Wenn es der Schnitt so will, wird im Hörspiel nicht geatmet. So abstrahiert man vom natürlichen Duktus der menschlichen Stimme. Wenn man Texte von hinten nach vorne sprechen lässt, um die Wörter danach wieder in der richtigen Reihenfolge zusammenzusetzen – Walter Adlers geniale Erfindung aus dem im vorigen Jahr mit dem Hörspielpreis der Kriegsblindenpreis ausgezeichneten Stück „Oops, wrong Planet!“ (vgl. FK 43/12) –, dann bekommen die Wörter und Sätze einen ganz eigentümlich Klang. Außerdem kann man denselben Text in verschiedenen Sprechhaltungen aufnehmen und diese ineinander verschachteln. Man kann sie aber auch chorisch sprechen und singen lassen.

Auch die Aufteilung des Textes auf verschiedene Rollen ist ein legitimes inszenatorisches Verfahren – im Hörspiel „Judith“ sind es gleich 25 Schauspieler, darunter zwei Erzähler- und zwei Chronistenrollen. Die von Trolle in seinen Text einmontierten deutschsprachigen Zitate werden in den jeweiligen Originalsprachen (hier Hebräisch, Russisch, Jiddisch, Arabisch) unter die Übersetzung gelegt – auch das ein angemessenes Verfahren. Eine Originalkomposition (hier von Pierre Oser) gehört natürlich auch dazu. Geräusche können als illustrative Klangtapete oder als musikalische Akzente eingesetzt werden.

All diese Mittel und noch ein paar mehr hat Walter Adler in seiner „Judith“-Inszenierung eingesetzt. Doch so gut jedes einzelne Element für sich funktioniert, so überinstrumentiert wirkt es im Gesamtzusammenhang des rund 50-minütigen Hörspiels. Vor ein paar Jahren hätte man dieses Verfahren noch als postmodern bejubelt, heute ist man der Hier-noch-ein-Erkerchen-und-da-noch-ein-Türmchen-Ästhetik gegenüber skeptischer. Wenn schon der Text, der, wie oft bei Lothar Trolle, mit verschiedenen Erzählformen arbeitet, auf die Überblendung von Geschichte und Gegenwart setzt und mit intertextuellen Bezügen spielt, dann ist ein Inszenierungskonzept, das diese Vielfalt der Formen durch eine Vielfalt der Mittel zu realisieren (und zu übertönen) versucht, zwar denkbar ambitioniert, aber am besten nur in kleinen Dosen genießbar.
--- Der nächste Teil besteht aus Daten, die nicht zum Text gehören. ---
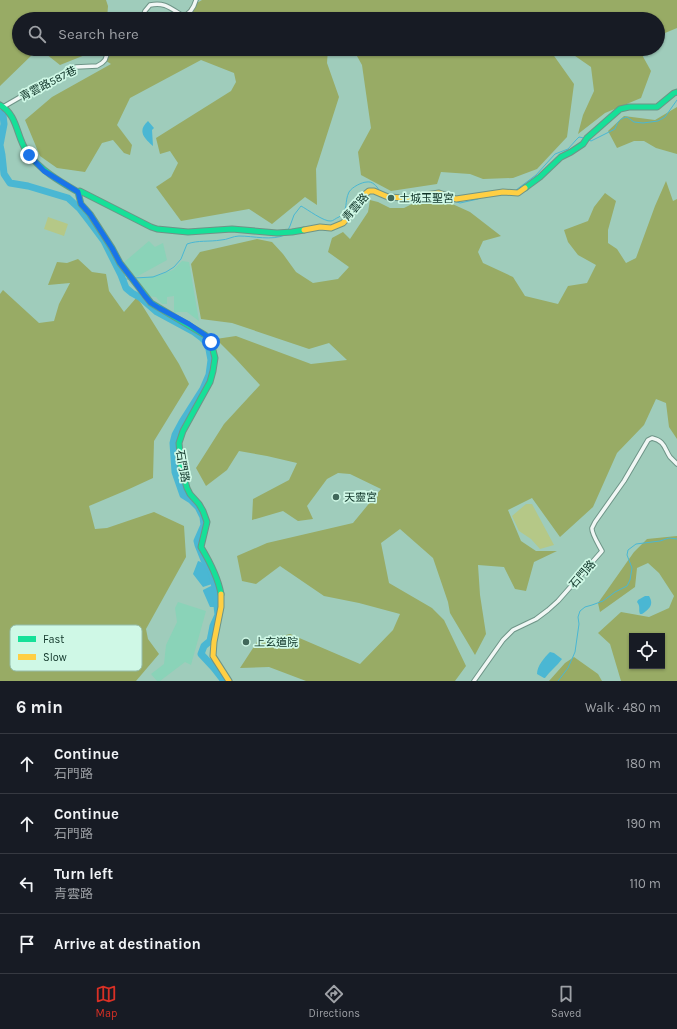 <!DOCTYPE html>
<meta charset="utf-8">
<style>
:root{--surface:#171b24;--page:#20242c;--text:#f1f3f6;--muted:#9ea1a6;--line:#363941;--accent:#d93025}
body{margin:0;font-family:Karla,"Noto Sans TC",sans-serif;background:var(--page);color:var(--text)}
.controls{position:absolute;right:12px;bottom:12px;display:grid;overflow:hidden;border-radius:0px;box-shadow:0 1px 3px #0004}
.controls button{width:36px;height:36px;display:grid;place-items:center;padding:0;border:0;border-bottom:1px solid var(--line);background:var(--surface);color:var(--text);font:20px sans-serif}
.stop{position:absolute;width:12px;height:12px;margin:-9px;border:3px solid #1a73e8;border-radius:50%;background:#fff}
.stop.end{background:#1a73e8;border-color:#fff;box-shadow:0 1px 4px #0008}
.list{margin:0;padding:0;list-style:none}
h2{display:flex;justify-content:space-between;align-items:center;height:52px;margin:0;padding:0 16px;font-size:17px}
h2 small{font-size:13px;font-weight:400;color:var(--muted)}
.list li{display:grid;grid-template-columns:26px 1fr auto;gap:12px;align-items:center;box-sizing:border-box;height:60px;padding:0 16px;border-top:1px solid var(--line)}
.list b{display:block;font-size:15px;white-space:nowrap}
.list p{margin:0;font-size:13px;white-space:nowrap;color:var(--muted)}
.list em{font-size:13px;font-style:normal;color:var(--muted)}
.icon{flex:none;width:22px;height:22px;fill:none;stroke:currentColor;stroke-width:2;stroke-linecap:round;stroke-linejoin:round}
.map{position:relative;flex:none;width:677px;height:681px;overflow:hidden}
.search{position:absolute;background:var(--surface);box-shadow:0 1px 3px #0004;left:12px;right:12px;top:12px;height:44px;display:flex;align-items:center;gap:10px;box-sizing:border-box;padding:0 14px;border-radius:22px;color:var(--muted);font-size:15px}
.sheet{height:292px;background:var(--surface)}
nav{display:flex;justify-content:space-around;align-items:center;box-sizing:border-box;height:56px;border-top:1px solid var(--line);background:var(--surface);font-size:11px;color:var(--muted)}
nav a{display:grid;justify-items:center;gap:2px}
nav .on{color:var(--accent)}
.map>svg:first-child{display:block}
.built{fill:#8ad3b8}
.green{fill:#b5c887}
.forest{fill:#98ab65;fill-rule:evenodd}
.water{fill:#4ab7d3}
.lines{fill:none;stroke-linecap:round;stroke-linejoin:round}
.stream{stroke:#4ab7d3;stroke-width:1}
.river{stroke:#4ab7d3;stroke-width:7}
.street-casing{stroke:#6e9487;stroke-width:5.5}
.fast-casing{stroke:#6e9487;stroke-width:7}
.slow-casing{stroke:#6e9487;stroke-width:7}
.street{stroke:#f1f7f5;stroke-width:3.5}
.fast{stroke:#16e098;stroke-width:5}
.slow{stroke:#ffcf43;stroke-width:5}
.route{stroke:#1a73e8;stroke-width:5}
.poi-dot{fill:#40685a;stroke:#cff8e6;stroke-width:1.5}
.labels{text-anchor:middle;stroke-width:3.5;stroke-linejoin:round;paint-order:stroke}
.street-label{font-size:11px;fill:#0d3226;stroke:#cff8e6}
.poi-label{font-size:11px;fill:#0d3226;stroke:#cff8e6;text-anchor:start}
.key{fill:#cff8e6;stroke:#95bdac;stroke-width:1}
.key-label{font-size:11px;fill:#0d3226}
</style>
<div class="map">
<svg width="677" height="681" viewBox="0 0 677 681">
<rect width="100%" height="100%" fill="#9fccbb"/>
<path class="built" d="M149,241l6,6 8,-4 4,17 -29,16 -5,1 -11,-13z
M182,261l7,1 10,59 -12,-9h-9l-4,1v-17l-7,1v7h-5l-6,-7 -9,-1 -13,-17 26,-4 13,-5z
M178,602l28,9 -15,54 -6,-3 -25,19h-3l-6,-7 13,-10 2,-19 11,-23 -2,-14z"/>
<path class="green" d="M48,217l20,7 -4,12 -20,-7z
M526,504h6l22,41 -14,4 -9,-10 -12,-8 -7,-15z"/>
<path class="forest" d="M0,0h106l2,6 -1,13h-88v30h77l-1,2 -35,14 -14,-11 -11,-2 -35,34z
M202,0h475v28l-12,5 -7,6v-20h-476l2,-1 6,-11z
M114,49h214l-1,14 12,34 -23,72 1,36 -12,-8 -33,27 -23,-15 -68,12 -25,-34 15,-10 7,-14 -8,-12 -10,3 -4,-16 75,-47 5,-9 -2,-9 -33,-13 -71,38 -13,27 15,20 -2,10 -6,-2 -11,-13 -11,3 -17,29 -28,-4 -17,-12 -15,-36 27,-23 59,-33 -8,-5 7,-7z
M353,49h205l-6,4 22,31 -7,53 -30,32 -24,9 -30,1 -13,-5 -29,-2 -4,12 -46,7 -30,-16 -3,-23 13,-24 -9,-63z
M565,49h81l-5,4 10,18 -10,27 -36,15 -27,21 5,-19 11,-24 -3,-24z
M677,107v47l-21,-6 -12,-7h-10l-17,7 -9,-17 16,-15 31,4z
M666,181l7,20 4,-2v240l-8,-12 -3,-24 -10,-4 -12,26 -27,28 -24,54 -33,30 -28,-39 -24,12 13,31 15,10h21l-23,11 -8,29 -11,-2 -11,-22 -26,-2 2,30 6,39 -11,21 -25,-42 -2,-11 -15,-44 -33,-29 -19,14 8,40 43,25 12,12 22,46 -11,15h-149l-37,-14 -29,1 17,-26 33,-8 70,30 33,-34 7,-16 -41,-11 -35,-7 -44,-30 -24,18 -14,-3 -5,-25 30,-13 86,-20 28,-34 -31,-15 -12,-1 -11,6 -20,27 6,13 -15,2 -15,-10 -31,9 1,-21 36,-19 8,-17 -30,-7 -28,-5 -12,19 -21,16 -10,-18 28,-44 36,-39 -25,-27 -19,-19 20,-3 75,28 36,-4 -18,-17 -20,6 -77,-26 -31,-4 -10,-55 9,-12 57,-13 15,3 11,12 13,18 17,11 25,-4 11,-12 -21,-15 4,-14 11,-6 7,7 18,-27 2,-12 8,2 12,6h14l10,-5 34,-1 22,10 31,24 -18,5 -5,11 5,11 30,14 12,19 33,8 10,-18 19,-3 9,-18 -18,-10 -10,-13 -4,-12 24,-9 6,-14 11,-14 11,8 -8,29v13l9,6 9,14 10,-5 19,-52z
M78,259l14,13 14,2 3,17 15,21 13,-15 42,67 10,20 -35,57 -1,37 -26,12 -38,16 6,23 12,-1 47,-16 30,14 2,31 -40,72 2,10 11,15 -23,27h-136v-387l3,-4 36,33 15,-2 5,-17 11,-21 -22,2 9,-23 10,1z
M677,536v145h-56l-11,-37 -12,-11 23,-21 28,5 20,-9 5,-12 -15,-23 -11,-10 -11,5 -2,19 -35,25 -2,-9 36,-51 13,-13zM632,636h30v30h-30z
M574,657l24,17 4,7h-53l16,-18z"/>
<path class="water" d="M148,121l6,7 -2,2 1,16c-9,-8 -16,-15 -5,-25z
M198,561l3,1c6,6 10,13 12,22h-1l-9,3 -10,-13z
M211,586l2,1 2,5 -1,15h-4l-7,-16v-1z
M645,596h4c5,8 1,13 -7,18h-2c-2,-5 1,-7 -3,-12l1,-2z
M550,652l4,1 8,6c-5,7 -12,12 -17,19h-1l-7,-4c0,-8 7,-16 13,-22z"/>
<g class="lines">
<path class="stream" d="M589,140l2,1 24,-12c3,-8 4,-10 12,-12l7,5 9,1 15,-2 7,-4 12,-17
M516,190l20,-15 19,-21 13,-5 8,-9 3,-3 5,1
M445,198l15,5 18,-4
M288,230l2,-4 4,-11 7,-9c6,3 23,16 30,15 2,0 5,-3 8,-4 10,-7 5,-15 10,-25 3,-5 13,-10 18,-10 5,-1 10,4 12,8
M134,278l19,-1 13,-5 8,-5 7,-8 6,-15c11,-4 22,-2 34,-4 6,0 12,-4 18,-4 15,0 32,5 46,-1
M123,279h6
M558,681l10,-13 7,-16 4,-28 -1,-7 2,-6 5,-4 7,-2 11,-4 12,-9 12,-6 3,-6 2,-12 -5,-13 1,-5 8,-6 24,-3 9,-3 8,1"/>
<path class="river" d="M0,113l3,2 1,9 -4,21 2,10 2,19 6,9 18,3 40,12 12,11 10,13 14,19 17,34 5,13 6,5 9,5 16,14 37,20 8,6 6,6 3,16 -2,15 -6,14 -21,33 -7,13 -2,8 2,29 8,23 8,5 7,7 5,10 1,8 -7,16 1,4 6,15 7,11 4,16 3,28 -5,11 -3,15 -6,5 -3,8 13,14 10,13"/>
<defs>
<path id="street" d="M142,19l3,-8 5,-6c15,-3 20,3 33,11 7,-2 11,-9 13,-16
M3,107l19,-11 14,-5 40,-24 21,-1 5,-3 3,-3 4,-11
M474,681l29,-41 10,-10 23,-11 12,-9 10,-9 44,-50c-3,-6 -11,-18 -10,-23 1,-2 2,-4 3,-6l29,-41 24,-41 4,-2c13,3 12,10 18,19 2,2 5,5 7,7"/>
<path id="fast" d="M0,105c18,10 16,31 27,47 13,18 32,29 51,40l2,-1 71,36 6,2 31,3 44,-3 45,4 15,-1 12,-2
M525,188l15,-11 21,-20 10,-5 12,-8 4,-6 33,-29 9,-2h28l17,-14 3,-1
M78,192l3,12 9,10 22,34 8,15 31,40 54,32 6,7 4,16 -2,13 -3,11 -27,49 -4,12 2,24 6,21 3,6 9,10 4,7 4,11 -6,25c9,15 17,30 20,47"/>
<path id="slow" d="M304,230l16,-3 11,1 12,-5 10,-11 10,-16 6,-5h5l14,6 17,1 34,-5 17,6 47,-7 15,1 7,-5
M221,594v13l-7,35 -1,14 16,25"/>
</defs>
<use href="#street" class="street-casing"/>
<use href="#fast" class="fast-casing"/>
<use href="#slow" class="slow-casing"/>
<use href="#street" class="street"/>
<use href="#fast" class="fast"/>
<use href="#slow" class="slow"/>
</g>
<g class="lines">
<path class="route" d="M29,155l15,16 34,21 3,12 9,10 22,34 8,15 14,18 11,15 6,7 8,5 30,16 16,11 6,7"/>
</g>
<g class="poi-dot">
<circle cx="391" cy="198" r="4"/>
<circle cx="336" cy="497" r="4"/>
<circle cx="246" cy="642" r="4"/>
</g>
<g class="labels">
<g class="street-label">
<text transform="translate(48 83) rotate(-27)" y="4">青雲路587巷</text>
<text transform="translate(355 207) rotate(-49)" y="4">青雲路</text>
<text transform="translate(183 466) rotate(80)" y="4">石門路</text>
<text transform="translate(582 574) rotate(-49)" y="4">石門路</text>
</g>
<g class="poi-label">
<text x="399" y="202">土城玉聖宮</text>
<text x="344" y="501">天靈宮</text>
<text x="254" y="646">上玄道院</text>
</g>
</g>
<rect x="10" y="625" width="132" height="46" rx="6" class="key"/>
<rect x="18" y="636" width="18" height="6" fill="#16e098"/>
<rect x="18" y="654" width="18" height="6" fill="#ffcf43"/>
<g class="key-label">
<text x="43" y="643">Fast</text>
<text x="43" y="661">Slow</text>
</g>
</svg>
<div class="controls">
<button><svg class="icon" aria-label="locate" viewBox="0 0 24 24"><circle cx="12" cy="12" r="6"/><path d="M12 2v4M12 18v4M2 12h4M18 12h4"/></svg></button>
</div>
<div class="stop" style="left:211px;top:342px"></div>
<div class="stop end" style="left:29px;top:155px"></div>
<div class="search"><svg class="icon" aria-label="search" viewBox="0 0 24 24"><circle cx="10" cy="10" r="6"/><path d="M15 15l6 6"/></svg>Search here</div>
</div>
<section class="sheet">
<h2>6 min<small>Walk · 480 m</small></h2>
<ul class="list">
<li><svg class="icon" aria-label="ahead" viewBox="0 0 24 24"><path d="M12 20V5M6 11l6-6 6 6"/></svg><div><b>Continue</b><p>石門路</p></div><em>180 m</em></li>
<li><svg class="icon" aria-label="ahead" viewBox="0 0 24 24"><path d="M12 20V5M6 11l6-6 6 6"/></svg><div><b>Continue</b><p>石門路</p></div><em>190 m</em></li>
<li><svg class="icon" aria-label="left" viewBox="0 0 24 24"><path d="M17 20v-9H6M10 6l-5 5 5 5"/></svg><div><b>Turn left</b><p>青雲路</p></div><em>110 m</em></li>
<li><svg class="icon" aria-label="arrive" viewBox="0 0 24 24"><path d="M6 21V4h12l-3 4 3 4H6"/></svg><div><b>Arrive at destination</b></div></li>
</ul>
</section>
<nav>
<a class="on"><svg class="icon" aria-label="map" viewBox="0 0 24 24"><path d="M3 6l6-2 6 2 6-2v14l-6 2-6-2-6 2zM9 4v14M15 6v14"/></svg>Map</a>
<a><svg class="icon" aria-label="directions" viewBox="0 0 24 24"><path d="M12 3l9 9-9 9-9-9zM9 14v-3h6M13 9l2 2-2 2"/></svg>Directions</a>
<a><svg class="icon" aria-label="saved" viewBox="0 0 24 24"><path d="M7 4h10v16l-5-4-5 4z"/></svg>Saved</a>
</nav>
Trolles Text handelt von der 400-jährigen Geschichte von Vertreibungen und Drangsalierungen des jüdischen Volkes, die sich schon in der historischen Überlieferung in der Figur des Holofernes kristallisierte. Der assyrische Feldherr betreibt einen Eroberungs- und Vernichtungskrieg im Auftrag seines Herrn Nabu-kudurriusur, was übersetzt „Nabu-Schütze-meinen-Erstgeborenen“ heißt oder in einer anderen Übersetzungstradition und auch in diesem Hörspiel „Nabu-Schütze-meine-Grenze“.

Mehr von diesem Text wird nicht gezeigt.